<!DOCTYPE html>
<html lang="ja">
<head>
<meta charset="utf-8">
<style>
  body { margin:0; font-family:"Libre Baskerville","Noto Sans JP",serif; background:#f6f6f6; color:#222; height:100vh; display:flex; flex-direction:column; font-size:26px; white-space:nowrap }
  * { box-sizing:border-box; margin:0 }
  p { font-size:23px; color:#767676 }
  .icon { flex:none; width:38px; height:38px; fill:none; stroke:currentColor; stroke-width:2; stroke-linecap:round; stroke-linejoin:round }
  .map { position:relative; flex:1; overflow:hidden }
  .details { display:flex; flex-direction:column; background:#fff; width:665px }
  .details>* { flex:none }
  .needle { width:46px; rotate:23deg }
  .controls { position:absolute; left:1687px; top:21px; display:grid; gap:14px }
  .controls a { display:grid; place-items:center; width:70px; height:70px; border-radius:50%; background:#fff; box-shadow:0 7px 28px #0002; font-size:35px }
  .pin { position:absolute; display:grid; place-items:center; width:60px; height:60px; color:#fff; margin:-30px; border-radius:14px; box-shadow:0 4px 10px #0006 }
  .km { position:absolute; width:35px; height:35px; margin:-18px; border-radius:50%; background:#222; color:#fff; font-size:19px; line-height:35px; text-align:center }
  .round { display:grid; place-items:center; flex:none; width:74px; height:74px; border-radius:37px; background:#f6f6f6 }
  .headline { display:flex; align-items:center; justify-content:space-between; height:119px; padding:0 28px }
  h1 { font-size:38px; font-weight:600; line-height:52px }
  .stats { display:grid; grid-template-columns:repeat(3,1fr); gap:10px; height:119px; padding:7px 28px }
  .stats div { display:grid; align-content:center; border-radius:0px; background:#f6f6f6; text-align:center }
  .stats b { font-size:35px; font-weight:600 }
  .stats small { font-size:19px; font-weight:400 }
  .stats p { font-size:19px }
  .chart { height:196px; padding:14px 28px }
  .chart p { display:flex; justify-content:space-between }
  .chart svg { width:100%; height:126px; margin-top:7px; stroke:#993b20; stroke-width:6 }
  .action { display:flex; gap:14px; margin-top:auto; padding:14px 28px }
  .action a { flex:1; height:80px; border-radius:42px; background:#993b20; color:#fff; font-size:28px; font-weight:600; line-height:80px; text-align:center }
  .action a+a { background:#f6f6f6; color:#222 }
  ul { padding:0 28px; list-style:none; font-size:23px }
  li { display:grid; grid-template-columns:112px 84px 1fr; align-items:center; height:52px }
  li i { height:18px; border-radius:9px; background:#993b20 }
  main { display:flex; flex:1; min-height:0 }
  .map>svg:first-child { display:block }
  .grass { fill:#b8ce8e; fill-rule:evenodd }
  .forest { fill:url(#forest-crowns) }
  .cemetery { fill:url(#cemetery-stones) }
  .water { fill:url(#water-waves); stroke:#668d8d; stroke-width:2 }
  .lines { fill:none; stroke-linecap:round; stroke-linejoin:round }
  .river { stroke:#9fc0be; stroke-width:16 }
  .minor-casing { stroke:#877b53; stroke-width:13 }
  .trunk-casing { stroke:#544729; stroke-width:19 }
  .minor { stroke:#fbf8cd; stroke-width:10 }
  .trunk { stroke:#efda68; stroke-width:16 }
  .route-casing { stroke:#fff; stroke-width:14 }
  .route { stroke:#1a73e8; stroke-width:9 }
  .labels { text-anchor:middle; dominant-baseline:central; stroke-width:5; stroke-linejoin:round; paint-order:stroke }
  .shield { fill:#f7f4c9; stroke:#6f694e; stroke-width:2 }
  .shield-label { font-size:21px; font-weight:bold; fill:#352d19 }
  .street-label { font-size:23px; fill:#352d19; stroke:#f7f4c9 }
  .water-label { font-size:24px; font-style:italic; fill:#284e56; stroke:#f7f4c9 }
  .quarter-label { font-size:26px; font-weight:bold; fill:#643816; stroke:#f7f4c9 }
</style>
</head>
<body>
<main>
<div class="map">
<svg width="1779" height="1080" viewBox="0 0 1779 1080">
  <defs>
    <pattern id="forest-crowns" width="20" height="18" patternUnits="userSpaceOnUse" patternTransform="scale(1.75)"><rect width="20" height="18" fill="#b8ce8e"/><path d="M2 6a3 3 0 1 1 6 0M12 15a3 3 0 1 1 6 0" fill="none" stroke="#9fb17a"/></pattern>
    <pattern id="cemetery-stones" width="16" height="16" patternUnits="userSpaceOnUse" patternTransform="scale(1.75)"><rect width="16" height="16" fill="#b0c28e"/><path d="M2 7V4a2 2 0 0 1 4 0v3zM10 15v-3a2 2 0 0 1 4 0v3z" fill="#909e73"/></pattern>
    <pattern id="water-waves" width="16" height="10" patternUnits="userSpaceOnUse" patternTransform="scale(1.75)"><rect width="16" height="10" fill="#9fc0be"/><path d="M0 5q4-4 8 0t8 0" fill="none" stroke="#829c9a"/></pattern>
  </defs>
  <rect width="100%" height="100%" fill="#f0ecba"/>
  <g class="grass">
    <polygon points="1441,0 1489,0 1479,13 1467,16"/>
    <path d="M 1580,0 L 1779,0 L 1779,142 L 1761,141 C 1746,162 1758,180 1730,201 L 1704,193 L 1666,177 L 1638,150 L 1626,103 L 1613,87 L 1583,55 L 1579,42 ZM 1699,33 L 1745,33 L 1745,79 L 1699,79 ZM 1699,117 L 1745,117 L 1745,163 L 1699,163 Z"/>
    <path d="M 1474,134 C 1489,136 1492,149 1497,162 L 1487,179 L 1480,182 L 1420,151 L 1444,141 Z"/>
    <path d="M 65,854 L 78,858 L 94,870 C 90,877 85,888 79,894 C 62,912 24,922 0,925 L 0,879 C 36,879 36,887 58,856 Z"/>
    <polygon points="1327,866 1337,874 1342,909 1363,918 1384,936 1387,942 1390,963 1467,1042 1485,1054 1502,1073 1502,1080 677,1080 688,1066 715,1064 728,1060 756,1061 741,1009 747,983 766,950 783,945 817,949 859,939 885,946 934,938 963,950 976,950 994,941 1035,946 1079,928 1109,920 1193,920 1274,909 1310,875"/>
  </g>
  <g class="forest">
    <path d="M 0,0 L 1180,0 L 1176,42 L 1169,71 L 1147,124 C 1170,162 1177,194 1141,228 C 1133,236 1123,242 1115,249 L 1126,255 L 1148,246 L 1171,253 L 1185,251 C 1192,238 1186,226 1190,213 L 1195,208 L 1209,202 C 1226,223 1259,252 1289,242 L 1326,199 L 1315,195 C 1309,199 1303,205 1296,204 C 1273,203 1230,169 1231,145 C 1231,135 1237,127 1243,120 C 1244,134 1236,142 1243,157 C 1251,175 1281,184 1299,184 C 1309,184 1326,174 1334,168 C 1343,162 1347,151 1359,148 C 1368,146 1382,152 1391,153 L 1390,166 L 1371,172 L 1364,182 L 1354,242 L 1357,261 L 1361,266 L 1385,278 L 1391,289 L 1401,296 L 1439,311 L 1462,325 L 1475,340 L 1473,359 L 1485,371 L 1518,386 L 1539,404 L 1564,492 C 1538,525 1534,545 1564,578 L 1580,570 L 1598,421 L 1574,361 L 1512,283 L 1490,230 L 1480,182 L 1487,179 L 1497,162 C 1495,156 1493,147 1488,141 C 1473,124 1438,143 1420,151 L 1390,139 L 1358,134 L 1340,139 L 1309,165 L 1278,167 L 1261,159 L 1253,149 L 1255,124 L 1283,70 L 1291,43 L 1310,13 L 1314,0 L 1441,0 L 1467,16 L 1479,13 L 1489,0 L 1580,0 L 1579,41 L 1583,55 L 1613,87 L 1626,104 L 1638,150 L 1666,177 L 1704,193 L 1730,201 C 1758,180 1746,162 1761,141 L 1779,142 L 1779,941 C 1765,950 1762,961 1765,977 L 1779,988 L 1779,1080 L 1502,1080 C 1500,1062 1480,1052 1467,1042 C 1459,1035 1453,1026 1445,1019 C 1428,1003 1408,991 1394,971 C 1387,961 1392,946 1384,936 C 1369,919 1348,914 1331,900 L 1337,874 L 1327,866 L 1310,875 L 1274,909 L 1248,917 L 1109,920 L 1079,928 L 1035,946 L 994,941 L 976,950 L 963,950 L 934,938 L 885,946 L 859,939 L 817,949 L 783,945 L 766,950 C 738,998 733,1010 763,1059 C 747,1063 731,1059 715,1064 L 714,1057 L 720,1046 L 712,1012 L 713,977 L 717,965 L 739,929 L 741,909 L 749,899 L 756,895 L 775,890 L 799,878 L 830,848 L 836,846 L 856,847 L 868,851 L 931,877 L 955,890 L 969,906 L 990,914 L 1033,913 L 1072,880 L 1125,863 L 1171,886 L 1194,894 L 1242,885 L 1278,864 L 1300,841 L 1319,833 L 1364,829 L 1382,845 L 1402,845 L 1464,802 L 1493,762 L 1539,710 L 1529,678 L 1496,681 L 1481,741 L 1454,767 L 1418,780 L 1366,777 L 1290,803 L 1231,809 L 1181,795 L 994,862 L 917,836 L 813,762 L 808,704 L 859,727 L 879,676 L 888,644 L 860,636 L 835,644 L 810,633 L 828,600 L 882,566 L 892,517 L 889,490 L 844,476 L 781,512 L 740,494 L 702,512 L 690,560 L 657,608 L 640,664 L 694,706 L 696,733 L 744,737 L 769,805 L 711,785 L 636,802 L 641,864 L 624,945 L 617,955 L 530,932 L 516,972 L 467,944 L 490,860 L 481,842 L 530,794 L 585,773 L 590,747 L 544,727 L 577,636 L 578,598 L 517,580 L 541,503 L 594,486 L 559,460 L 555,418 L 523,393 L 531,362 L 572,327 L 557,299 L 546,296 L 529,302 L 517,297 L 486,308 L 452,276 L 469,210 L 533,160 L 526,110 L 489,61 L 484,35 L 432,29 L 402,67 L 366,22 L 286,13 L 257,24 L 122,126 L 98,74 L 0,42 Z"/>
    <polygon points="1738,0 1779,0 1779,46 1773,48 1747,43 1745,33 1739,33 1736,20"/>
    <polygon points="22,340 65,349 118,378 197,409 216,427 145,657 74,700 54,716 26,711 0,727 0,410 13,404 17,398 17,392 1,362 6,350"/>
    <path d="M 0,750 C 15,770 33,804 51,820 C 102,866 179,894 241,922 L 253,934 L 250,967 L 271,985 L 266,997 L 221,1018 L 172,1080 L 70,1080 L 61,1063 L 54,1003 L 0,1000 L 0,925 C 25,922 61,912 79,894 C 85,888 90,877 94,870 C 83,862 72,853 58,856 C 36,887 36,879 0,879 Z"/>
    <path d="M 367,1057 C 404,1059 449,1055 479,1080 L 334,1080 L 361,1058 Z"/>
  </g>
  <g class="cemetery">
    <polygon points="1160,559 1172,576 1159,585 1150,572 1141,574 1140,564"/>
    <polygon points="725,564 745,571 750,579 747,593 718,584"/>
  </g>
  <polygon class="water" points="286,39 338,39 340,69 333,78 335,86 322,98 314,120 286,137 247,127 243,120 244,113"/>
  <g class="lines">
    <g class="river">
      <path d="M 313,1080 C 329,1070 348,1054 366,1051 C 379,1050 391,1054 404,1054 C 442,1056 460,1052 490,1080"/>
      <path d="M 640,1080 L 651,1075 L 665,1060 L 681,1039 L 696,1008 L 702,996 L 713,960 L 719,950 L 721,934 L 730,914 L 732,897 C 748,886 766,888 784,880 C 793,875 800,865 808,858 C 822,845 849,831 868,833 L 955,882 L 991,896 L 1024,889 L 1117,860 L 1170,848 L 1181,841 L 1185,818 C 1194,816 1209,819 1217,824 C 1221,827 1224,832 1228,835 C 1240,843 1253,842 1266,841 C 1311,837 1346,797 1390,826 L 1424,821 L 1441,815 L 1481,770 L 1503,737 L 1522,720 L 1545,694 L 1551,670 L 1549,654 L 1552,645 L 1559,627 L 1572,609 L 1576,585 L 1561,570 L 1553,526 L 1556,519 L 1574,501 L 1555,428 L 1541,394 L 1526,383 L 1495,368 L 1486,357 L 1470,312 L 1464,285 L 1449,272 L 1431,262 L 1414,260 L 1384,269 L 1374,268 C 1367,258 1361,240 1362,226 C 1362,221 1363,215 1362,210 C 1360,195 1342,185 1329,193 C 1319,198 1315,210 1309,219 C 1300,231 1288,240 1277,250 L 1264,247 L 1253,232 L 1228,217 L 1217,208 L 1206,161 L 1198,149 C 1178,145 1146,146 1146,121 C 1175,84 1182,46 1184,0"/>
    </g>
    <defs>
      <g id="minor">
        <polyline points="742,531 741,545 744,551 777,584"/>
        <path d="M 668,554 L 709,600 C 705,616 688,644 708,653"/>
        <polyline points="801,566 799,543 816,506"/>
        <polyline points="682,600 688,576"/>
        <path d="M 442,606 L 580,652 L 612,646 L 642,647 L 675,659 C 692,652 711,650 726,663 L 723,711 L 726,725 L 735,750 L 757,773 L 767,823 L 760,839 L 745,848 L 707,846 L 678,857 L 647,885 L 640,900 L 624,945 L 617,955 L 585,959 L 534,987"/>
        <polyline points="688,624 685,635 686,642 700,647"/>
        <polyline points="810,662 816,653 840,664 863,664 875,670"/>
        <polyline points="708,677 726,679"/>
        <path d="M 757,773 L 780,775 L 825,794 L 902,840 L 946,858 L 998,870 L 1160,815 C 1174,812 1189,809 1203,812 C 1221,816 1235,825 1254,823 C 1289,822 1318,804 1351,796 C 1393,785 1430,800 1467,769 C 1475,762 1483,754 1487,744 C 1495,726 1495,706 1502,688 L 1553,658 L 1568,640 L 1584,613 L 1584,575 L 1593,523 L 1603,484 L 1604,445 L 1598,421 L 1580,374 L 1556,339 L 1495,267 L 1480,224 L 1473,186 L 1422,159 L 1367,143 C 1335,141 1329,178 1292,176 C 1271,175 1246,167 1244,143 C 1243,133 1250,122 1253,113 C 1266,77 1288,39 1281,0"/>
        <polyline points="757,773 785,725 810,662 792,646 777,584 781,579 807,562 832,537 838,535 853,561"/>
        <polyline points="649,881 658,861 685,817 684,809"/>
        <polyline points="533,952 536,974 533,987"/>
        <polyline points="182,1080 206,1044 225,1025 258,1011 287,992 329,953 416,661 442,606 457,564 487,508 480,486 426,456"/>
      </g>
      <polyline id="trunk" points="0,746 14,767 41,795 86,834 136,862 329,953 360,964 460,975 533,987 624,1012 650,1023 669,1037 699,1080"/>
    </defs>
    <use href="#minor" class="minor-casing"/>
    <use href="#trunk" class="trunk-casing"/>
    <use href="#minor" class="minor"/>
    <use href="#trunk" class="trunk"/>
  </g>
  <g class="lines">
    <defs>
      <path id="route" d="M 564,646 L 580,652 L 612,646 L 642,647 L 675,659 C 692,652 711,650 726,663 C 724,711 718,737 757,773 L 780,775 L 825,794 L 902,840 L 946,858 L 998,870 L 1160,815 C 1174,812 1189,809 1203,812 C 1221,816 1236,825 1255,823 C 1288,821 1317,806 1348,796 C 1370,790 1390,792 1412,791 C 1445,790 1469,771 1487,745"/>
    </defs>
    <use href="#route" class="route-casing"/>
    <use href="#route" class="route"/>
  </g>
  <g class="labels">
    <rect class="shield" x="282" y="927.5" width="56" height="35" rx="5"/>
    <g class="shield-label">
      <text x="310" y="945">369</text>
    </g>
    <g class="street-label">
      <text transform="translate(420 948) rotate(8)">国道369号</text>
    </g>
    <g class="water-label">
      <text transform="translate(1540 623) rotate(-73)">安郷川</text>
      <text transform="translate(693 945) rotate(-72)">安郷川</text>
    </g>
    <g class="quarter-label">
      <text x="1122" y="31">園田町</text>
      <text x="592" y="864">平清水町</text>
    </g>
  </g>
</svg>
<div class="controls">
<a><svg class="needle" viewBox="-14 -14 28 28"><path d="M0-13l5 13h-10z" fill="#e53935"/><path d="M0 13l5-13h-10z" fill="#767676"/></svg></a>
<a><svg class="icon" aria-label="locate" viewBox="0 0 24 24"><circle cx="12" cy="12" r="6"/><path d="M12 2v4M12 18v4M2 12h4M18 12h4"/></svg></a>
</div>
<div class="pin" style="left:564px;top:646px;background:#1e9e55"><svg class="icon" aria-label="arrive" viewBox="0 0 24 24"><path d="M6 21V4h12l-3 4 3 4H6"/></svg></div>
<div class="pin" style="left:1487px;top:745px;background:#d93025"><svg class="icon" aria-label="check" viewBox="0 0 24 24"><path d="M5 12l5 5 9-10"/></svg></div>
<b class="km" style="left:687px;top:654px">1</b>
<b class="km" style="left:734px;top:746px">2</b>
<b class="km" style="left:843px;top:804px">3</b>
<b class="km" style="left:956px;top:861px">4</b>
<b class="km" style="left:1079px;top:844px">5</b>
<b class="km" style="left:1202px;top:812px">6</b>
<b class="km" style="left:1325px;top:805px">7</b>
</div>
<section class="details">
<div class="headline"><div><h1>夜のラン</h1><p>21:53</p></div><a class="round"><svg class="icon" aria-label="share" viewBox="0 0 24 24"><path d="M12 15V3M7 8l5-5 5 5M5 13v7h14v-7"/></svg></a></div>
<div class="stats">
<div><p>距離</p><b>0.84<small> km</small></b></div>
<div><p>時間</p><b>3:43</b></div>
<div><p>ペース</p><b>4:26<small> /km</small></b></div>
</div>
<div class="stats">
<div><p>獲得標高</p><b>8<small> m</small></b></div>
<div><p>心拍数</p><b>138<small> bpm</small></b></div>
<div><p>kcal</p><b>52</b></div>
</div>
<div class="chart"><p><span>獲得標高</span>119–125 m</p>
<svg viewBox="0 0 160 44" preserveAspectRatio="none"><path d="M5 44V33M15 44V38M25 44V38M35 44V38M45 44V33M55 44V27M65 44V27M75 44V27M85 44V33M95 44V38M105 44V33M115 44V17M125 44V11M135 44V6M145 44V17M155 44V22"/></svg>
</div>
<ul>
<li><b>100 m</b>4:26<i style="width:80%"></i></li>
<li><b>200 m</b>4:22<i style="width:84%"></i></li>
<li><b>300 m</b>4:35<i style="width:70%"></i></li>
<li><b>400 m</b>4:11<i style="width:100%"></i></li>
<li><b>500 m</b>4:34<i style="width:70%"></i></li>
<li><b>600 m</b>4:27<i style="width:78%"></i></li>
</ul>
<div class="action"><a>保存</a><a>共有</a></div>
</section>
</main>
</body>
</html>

........

WHAT THE TASK ASKS. When you reach the line holding "display:flex; flex-direction:column; background:#fff;" in the records above, begin reproducing exactly, stop after the line holding "display:grid; place-items:center; width:70px;", and output nothing else.

RESULT OF THIS TASK.
  .details { display:flex; flex-direction:column; background:#fff; width:665px }
  .details>* { flex:none }
  .needle { width:46px; rotate:23deg }
  .controls { position:absolute; left:1687px; top:21px; display:grid; gap:14px }
  .controls a { display:grid; place-items:center; width:70px; height:70px; border-radius:50%; background:#fff; box-shadow:0 7px 28px #0002; font-size:35px }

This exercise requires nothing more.